Triple Clicks

Saturday, December 1, 2018

Freezer Cooking

I've been dabbling in freezer cooking for awhile.  It's an awesome way to have a convenience meal that's healthier and cheaper.  

I have been doing pizzas for awhile, but I think I finally have it figured out (according to the family, I can't enjoy pizza right now).  I tried thin crust for the first time this week, it prebaked ok, so we'll see how it turns out when it comes to eating.

I did cinnamon rolls and pizza this time.  I was able to get both done and frozen within 2 hours thanks to my gadgets.  My hubby bought me a stand mixer this year and I've had my bread maker for awhile.   So I did the pizza dough in the mixer and the cinnamon roll dough in the bread maker.  Although clearly I do need to add more flour to the pizza recipe I make.  But I'll dabble in that.. 

Anyway.  The pizza came from Jamerrill over at Large Family Table, the cinnamon rolls came from Money Saving Mom.  With a little tweaking from advice from Amy at Plain and Not So Plain.  



The pizza



I made the dough and let it rise (recipe).  This time I made a recipe and 1/2...so I probably did the math wrong which is why I needed (or is it kneaded? *snare drum*) to add flour at the end.  Then I took half the dough and did one crust.  As I'm trying to stretch the dough out by hand, I have the pizza stone in the oven warming up..  When I get the dough close to the size of my 16" stone, I pull the stone out, spray it with Pam (well.. off brand Pam), sprinkle on some corn meal and finish stretching the dough out to fit the pan. Prick it all around with a fork to keep out the air bubbles.  Then sprinkle all over with garlic powder and dab 2 tablespoons of butter in small chunks all around the crust. Bake at 425 for about 15 minutes or until you see brown on top.  

Cool completely.  Now, to freeze it you have to get it off your stone... If you use aluminum pans, you can freeze those if you have enough.  I saved the cardboard rounds from Walmart deli pizzas and use those.  Transfer the crusts to whatever you are going to freeze them on and top with desired toppings..  After it's done, you have to mummify that pizza in saran wrap to keep out the frost build up.   I do 4 layers with a label in there somewhere of what it is if it's going to be in the freezer more than a couple days.  You want to freeze it as flat as possible so your toppings don't go everywhere, but after it's frozen you can stand it up on end to save space.  

To cook.. set out a few hours before so it can thaw, then bake 425 for about 15-20 minutes.  



The Cinnamon Rolls



Ok, so I thought I got this from Jamerrill, but apparently I got it from Money Saving Mom.

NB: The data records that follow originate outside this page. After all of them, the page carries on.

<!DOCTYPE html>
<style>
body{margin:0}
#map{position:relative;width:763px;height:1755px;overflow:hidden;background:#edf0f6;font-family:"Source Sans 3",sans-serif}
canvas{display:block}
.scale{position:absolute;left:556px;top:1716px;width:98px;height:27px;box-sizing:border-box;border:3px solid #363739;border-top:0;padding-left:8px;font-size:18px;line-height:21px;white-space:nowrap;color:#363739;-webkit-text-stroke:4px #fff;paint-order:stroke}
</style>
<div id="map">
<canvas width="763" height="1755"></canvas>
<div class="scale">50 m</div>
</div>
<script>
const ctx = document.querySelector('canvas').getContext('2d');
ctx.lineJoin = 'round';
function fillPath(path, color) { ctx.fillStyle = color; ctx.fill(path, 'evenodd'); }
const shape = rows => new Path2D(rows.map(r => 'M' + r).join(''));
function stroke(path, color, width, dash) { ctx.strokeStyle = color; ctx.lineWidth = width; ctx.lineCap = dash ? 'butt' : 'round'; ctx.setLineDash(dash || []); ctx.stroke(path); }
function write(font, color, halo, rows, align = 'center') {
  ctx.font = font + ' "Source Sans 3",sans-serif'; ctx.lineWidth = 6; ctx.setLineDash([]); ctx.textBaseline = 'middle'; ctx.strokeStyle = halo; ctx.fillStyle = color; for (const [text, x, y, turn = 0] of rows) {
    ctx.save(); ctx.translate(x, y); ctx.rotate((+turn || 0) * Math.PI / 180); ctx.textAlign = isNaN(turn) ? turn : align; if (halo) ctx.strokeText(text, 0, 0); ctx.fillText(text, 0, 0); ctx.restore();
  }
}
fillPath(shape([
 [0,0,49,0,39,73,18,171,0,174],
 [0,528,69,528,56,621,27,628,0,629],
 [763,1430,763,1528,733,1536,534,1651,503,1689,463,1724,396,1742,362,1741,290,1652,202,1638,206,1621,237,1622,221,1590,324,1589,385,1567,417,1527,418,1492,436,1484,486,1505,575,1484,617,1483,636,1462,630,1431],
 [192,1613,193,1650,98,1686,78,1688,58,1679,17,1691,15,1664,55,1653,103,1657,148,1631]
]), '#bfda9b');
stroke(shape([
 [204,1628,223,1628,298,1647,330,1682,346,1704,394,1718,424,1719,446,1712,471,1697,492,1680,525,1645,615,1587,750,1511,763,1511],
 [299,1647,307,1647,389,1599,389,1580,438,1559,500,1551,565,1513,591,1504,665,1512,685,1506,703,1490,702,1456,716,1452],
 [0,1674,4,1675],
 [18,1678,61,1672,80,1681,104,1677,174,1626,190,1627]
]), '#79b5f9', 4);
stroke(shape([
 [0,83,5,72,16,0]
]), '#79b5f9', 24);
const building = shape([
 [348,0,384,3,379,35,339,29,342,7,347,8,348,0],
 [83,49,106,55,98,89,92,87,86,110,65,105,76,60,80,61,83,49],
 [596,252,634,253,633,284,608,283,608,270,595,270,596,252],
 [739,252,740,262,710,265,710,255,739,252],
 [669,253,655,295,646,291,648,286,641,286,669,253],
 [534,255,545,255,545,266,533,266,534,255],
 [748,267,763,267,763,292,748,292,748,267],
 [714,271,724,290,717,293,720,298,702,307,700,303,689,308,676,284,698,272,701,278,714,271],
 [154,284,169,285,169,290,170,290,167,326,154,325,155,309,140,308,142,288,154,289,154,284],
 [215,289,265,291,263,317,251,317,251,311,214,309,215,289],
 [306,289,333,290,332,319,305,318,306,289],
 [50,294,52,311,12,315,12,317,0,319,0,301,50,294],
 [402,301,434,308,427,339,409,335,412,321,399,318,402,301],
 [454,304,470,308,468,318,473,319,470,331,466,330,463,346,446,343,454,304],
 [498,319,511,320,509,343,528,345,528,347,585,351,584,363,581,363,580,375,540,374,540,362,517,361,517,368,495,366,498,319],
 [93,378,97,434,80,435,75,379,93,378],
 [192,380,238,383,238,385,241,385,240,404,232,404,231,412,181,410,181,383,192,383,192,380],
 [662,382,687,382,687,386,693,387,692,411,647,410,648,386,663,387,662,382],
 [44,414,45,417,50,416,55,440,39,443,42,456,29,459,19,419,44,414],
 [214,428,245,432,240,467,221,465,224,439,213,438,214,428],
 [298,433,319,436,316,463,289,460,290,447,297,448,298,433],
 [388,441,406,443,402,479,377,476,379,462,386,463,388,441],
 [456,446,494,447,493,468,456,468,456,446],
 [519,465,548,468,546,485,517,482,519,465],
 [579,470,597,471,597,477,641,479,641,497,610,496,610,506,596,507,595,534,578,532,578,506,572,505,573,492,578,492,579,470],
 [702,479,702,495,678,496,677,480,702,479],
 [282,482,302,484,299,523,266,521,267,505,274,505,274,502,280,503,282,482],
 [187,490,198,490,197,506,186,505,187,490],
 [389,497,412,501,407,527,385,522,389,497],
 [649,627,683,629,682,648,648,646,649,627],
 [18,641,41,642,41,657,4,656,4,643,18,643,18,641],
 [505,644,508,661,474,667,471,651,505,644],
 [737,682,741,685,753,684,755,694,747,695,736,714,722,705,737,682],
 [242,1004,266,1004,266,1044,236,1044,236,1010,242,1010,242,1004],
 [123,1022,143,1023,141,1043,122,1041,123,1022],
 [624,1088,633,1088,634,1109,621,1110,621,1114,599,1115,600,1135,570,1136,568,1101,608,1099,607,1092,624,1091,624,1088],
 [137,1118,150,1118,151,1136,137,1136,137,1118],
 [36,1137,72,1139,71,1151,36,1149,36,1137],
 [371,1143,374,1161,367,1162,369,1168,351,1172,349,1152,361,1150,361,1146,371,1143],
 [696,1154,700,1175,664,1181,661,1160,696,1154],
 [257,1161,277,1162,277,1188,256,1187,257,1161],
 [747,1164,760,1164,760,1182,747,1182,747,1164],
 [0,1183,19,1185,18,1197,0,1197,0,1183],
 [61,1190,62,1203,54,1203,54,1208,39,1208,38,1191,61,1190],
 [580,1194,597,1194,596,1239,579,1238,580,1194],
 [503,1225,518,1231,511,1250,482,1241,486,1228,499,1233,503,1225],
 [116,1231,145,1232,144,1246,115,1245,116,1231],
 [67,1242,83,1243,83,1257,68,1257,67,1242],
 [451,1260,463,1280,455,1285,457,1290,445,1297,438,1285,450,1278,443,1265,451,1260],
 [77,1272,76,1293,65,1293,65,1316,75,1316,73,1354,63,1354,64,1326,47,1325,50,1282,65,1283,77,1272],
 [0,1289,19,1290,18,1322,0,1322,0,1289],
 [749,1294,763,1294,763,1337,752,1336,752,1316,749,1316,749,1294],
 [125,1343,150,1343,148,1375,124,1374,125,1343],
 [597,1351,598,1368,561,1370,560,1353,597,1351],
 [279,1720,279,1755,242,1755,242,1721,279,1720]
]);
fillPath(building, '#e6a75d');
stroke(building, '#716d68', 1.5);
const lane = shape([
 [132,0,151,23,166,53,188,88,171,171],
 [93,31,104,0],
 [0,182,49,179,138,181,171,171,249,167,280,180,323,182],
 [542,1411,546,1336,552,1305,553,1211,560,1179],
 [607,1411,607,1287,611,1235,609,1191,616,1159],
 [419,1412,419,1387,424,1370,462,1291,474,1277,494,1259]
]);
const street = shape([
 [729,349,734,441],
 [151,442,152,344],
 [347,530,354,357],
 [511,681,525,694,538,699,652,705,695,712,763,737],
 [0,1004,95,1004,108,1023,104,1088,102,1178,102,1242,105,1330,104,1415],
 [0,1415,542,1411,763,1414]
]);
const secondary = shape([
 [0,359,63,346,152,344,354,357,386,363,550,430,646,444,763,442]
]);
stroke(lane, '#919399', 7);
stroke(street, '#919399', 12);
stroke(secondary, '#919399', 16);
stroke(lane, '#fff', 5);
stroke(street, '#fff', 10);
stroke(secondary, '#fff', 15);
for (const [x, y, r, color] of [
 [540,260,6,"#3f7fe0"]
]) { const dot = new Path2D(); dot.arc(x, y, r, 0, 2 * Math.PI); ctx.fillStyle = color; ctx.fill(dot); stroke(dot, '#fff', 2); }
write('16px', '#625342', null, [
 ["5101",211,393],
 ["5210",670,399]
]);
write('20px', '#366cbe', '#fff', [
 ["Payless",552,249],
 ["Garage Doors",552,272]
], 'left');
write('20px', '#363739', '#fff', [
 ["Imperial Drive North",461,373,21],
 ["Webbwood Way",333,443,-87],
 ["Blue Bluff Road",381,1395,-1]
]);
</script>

I let the bread machine do the work.  Then roll it out.  I melt a stick of butter (1/2 cup)and spread it on the dough.  Sprinkle on sugar, brown sugar (then spread it out), then sprinkle on cinnamon.  Roll it up and cut it.  I got 22 rolls out.. Put them on parchment on a cookie sheet and flash froze for 20 minutes.  (Now here is where the recipe from Plain and Not So Plain takes over.) Then they go in a ziploc bag.  I will have to add some more toppings to the two end pieces when I bake them.

To bake, I pull out the night before and thaw to let them rise.  They are ready to go in the morning.  While they are baking I'm making this yummy caramel frosting, eggs and bacon.  They take about half an hour in the oven so just perfect timing.  

I am going to try something new, I saw on a YouTube video by Bon Apetit to use a muffin tin to make the cinnamon rolls rise better... so I'm going to try that this time. 


So that's my freezer cooking I was able to get done.  Enjoy!